__INSTRUCTIONS FOR THE TASK__
Nothing but the records, copied exactly and stripped of pictures, should be in the answer.

:::

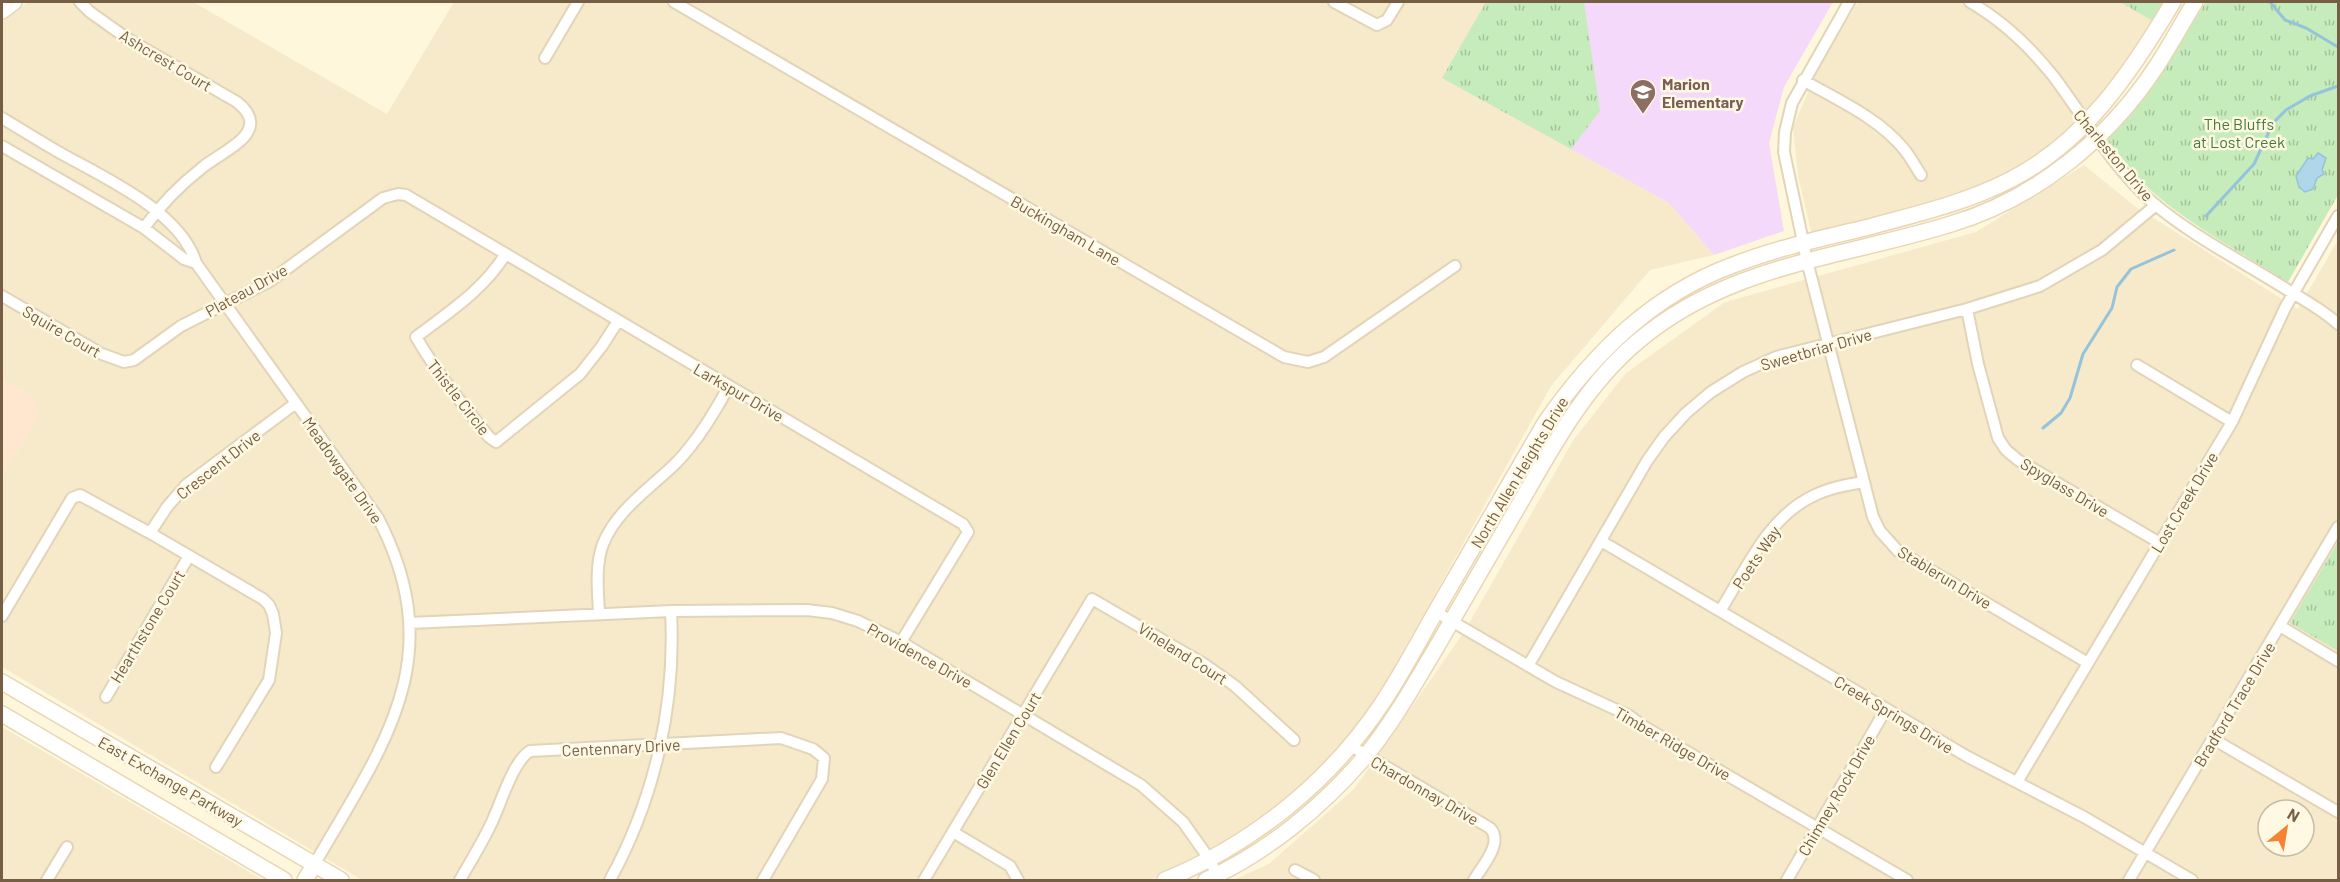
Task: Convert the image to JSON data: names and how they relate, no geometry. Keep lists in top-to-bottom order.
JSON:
{
  "streets": {
    "main road": ["North Allen Heights Drive", "East Exchange Parkway"],
    "street": [
      "Ashcrest Court",
      "Charleston Drive",
      "Buckingham Lane",
      "Plateau Drive",
      "Squire Court",
      "Sweetbriar Drive",
      "Larkspur Drive",
      "Thistle Circle",
      "Crescent Drive",
      "Meadowgate Drive",
      "Spyglass Drive",
      "Lost Creek Drive",
      "Poets Way",
      "Stablerun Drive",
      "Hearthstone Court",
      "Vineland Court",
      "Providence Drive",
      "Bradford Trace Drive",
      "Creek Springs Drive",
      "Glen Ellen Court",
      "Timber Ridge Drive",
      "Centennary Drive",
      "Chardonnay Drive",
      "Chimney Rock Drive"
    ]
  },
  "crossings": [
    ["Ashcrest Court", "Meadowgate Drive"],
    ["Charleston Drive", "Sweetbriar Drive"],
    ["Charleston Drive", "North Allen Heights Drive"],
    ["Charleston Drive", "Lost Creek Drive"],
    ["Plateau Drive", "Squire Court"],
    ["Plateau Drive", "Larkspur Drive"],
    ["Plateau Drive", "Meadowgate Drive"],
    ["Sweetbriar Drive", "Spyglass Drive"],
    ["Sweetbriar Drive", "Stablerun Drive"],
    ["Sweetbriar Drive", "Creek Springs Drive"],
    ["Sweetbriar Drive", "Timber Ridge Drive"],
    ["Larkspur Drive", "Thistle Circle"],
    ["Larkspur Drive", "Providence Drive"],
    ["Crescent Drive", "Meadowgate Drive"],
    ["Meadowgate Drive", "Providence Drive"],
    ["Meadowgate Drive", "East Exchange Parkway"],
    ["North Allen Heights Drive", "Providence Drive"],
    ["North Allen Heights Drive", "Timber Ridge Drive"],
    ["North Allen Heights Drive", "Chardonnay Drive"],
    ["Spyglass Drive", "Lost Creek Drive"],
    ["Lost Creek Drive", "Stablerun Drive"],
    ["Lost Creek Drive", "Creek Springs Drive"],
    ["Poets Way", "Stablerun Drive"],
    ["Poets Way", "Creek Springs Drive"],
    ["Vineland Court", "Glen Ellen Court"],
    ["Providence Drive", "Glen Ellen Court"],
    ["Bradford Trace Drive", "Creek Springs Drive"],
    ["Creek Springs Drive", "Chimney Rock Drive"],
    ["Timber Ridge Drive", "Chimney Rock Drive"]
  ],
  "parks": ["The Bluffs at Lost Creek"],
  "places": {
    "school or university": ["Marion Elementary"]
  },
  "north": "top right"
}
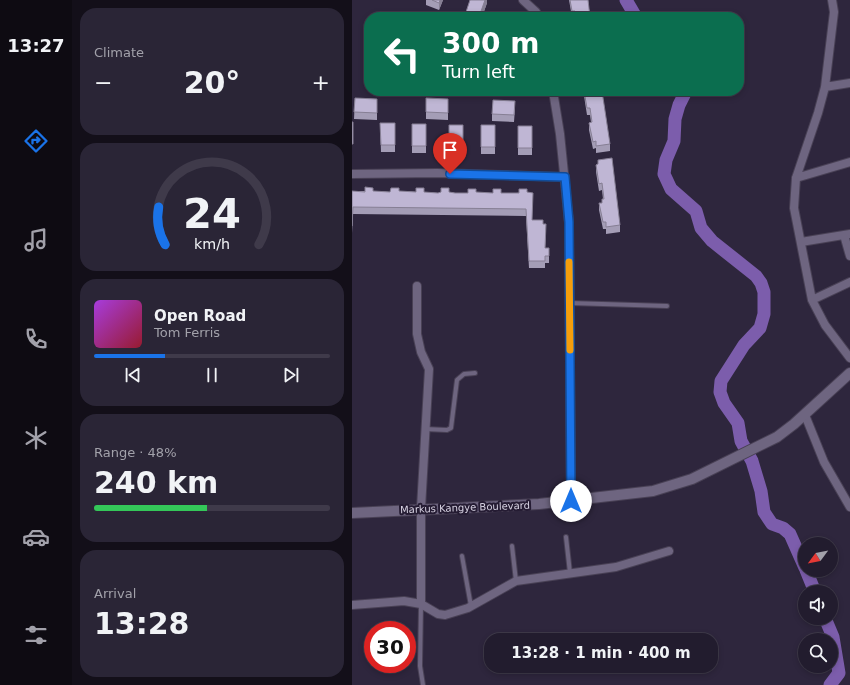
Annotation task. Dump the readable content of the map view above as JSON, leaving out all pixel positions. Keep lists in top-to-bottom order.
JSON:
{
  "streets": {
    "street": ["Markus Kangye Boulevard"]
  },
  "north": "bottom left",
  "page": {
    "tabs": "13:27",
    "tile": [
      "Climate",
      ["Range · 48%", "240 km"],
      ["Arrival", "13:28"]
    ],
    "turn": ["300 m", "Turn left"],
    "heat": ["−", "20°", "+"],
    "song": ["Open Road", "Tom Ferris"],
    "limit": "30",
    "trip": "13:28 · 1 min · 400 m",
    "gauge": ["24", "km/h"]
  }
}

:::

__REPLY TO THE TASK__
Task: Convert the image to JSON data: names and how they relate, no geometry. Keep lists in top-to-bottom order.
JSON:
{
  "streets": {
    "main road": ["North Allen Heights Drive", "East Exchange Parkway"],
    "street": [
      "Ashcrest Court",
      "Charleston Drive",
      "Buckingham Lane",
      "Plateau Drive",
      "Squire Court",
      "Sweetbriar Drive",
      "Larkspur Drive",
      "Thistle Circle",
      "Crescent Drive",
      "Meadowgate Drive",
      "Spyglass Drive",
      "Lost Creek Drive",
      "Poets Way",
      "Stablerun Drive",
      "Hearthstone Court",
      "Vineland Court",
      "Providence Drive",
      "Bradford Trace Drive",
      "Creek Springs Drive",
      "Glen Ellen Court",
      "Timber Ridge Drive",
      "Centennary Drive",
      "Chardonnay Drive",
      "Chimney Rock Drive"
    ]
  },
  "crossings": [
    ["Ashcrest Court", "Meadowgate Drive"],
    ["Charleston Drive", "Sweetbriar Drive"],
    ["Charleston Drive", "North Allen Heights Drive"],
    ["Charleston Drive", "Lost Creek Drive"],
    ["Plateau Drive", "Squire Court"],
    ["Plateau Drive", "Larkspur Drive"],
    ["Plateau Drive", "Meadowgate Drive"],
    ["Sweetbriar Drive", "Spyglass Drive"],
    ["Sweetbriar Drive", "Stablerun Drive"],
    ["Sweetbriar Drive", "Creek Springs Drive"],
    ["Sweetbriar Drive", "Timber Ridge Drive"],
    ["Larkspur Drive", "Thistle Circle"],
    ["Larkspur Drive", "Providence Drive"],
    ["Crescent Drive", "Meadowgate Drive"],
    ["Meadowgate Drive", "Providence Drive"],
    ["Meadowgate Drive", "East Exchange Parkway"],
    ["North Allen Heights Drive", "Providence Drive"],
    ["North Allen Heights Drive", "Timber Ridge Drive"],
    ["North Allen Heights Drive", "Chardonnay Drive"],
    ["Spyglass Drive", "Lost Creek Drive"],
    ["Lost Creek Drive", "Stablerun Drive"],
    ["Lost Creek Drive", "Creek Springs Drive"],
    ["Poets Way", "Stablerun Drive"],
    ["Poets Way", "Creek Springs Drive"],
    ["Vineland Court", "Glen Ellen Court"],
    ["Providence Drive", "Glen Ellen Court"],
    ["Bradford Trace Drive", "Creek Springs Drive"],
    ["Creek Springs Drive", "Chimney Rock Drive"],
    ["Timber Ridge Drive", "Chimney Rock Drive"]
  ],
  "parks": ["The Bluffs at Lost Creek"],
  "places": {
    "school or university": ["Marion Elementary"]
  },
  "north": "top right"
}
Annotation task. Dump the readable content of the map view above as JSON, leaving out all pixel positions. Keep lists in top-to-bottom order.
JSON:
{
  "streets": {
    "street": ["Markus Kangye Boulevard"]
  },
  "north": "bottom left",
  "page": {
    "tabs": "13:27",
    "tile": [
      "Climate",
      ["Range · 48%", "240 km"],
      ["Arrival", "13:28"]
    ],
    "turn": ["300 m", "Turn left"],
    "heat": ["−", "20°", "+"],
    "song": ["Open Road", "Tom Ferris"],
    "limit": "30",
    "trip": "13:28 · 1 min · 400 m",
    "gauge": ["24", "km/h"]
  }
}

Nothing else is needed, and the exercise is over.